* _WHAT TO PRODUCE_: Retype the data below, every word of it, exactly.

[Data excerpts]
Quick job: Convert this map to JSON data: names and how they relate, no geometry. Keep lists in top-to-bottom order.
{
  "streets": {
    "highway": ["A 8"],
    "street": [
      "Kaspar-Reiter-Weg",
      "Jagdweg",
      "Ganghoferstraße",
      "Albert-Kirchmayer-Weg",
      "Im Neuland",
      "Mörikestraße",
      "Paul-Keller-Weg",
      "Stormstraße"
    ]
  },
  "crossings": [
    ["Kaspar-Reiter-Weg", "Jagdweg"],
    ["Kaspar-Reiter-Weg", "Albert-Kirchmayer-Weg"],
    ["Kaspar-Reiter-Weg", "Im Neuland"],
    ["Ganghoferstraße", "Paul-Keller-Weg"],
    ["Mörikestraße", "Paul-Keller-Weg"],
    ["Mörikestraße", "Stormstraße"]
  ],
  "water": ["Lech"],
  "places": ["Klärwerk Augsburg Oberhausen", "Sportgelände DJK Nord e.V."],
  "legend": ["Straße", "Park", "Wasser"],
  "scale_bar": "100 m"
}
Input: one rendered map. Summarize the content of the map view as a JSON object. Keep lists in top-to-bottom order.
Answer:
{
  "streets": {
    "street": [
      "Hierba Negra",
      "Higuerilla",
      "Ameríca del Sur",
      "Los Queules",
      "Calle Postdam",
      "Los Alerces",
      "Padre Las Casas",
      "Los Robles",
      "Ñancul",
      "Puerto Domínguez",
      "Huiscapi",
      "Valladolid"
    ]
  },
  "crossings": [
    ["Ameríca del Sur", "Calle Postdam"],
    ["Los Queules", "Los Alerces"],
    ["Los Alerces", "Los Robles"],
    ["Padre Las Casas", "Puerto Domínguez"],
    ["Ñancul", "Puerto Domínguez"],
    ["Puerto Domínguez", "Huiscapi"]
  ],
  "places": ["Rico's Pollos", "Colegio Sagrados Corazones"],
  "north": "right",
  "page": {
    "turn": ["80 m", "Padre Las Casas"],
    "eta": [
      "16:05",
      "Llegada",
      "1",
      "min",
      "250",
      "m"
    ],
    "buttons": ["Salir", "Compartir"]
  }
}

* _TASK SOLUTION_:
Quick job: Convert this map to JSON data: names and how they relate, no geometry. Keep lists in top-to-bottom order.
{
  "streets": {
    "highway": ["A 8"],
    "street": [
      "Kaspar-Reiter-Weg",
      "Jagdweg",
      "Ganghoferstraße",
      "Albert-Kirchmayer-Weg",
      "Im Neuland",
      "Mörikestraße",
      "Paul-Keller-Weg",
      "Stormstraße"
    ]
  },
  "crossings": [
    ["Kaspar-Reiter-Weg", "Jagdweg"],
    ["Kaspar-Reiter-Weg", "Albert-Kirchmayer-Weg"],
    ["Kaspar-Reiter-Weg", "Im Neuland"],
    ["Ganghoferstraße", "Paul-Keller-Weg"],
    ["Mörikestraße", "Paul-Keller-Weg"],
    ["Mörikestraße", "Stormstraße"]
  ],
  "water": ["Lech"],
  "places": ["Klärwerk Augsburg Oberhausen", "Sportgelände DJK Nord e.V."],
  "legend": ["Straße", "Park", "Wasser"],
  "scale_bar": "100 m"
}
Input: one rendered map. Summarize the content of the map view as a JSON object. Keep lists in top-to-bottom order.
Answer:
{
  "streets": {
    "street": [
      "Hierba Negra",
      "Higuerilla",
      "Ameríca del Sur",
      "Los Queules",
      "Calle Postdam",
      "Los Alerces",
      "Padre Las Casas",
      "Los Robles",
      "Ñancul",
      "Puerto Domínguez",
      "Huiscapi",
      "Valladolid"
    ]
  },
  "crossings": [
    ["Ameríca del Sur", "Calle Postdam"],
    ["Los Queules", "Los Alerces"],
    ["Los Alerces", "Los Robles"],
    ["Padre Las Casas", "Puerto Domínguez"],
    ["Ñancul", "Puerto Domínguez"],
    ["Puerto Domínguez", "Huiscapi"]
  ],
  "places": ["Rico's Pollos", "Colegio Sagrados Corazones"],
  "north": "right",
  "page": {
    "turn": ["80 m", "Padre Las Casas"],
    "eta": [
      "16:05",
      "Llegada",
      "1",
      "min",
      "250",
      "m"
    ],
    "buttons": ["Salir", "Compartir"]
  }
}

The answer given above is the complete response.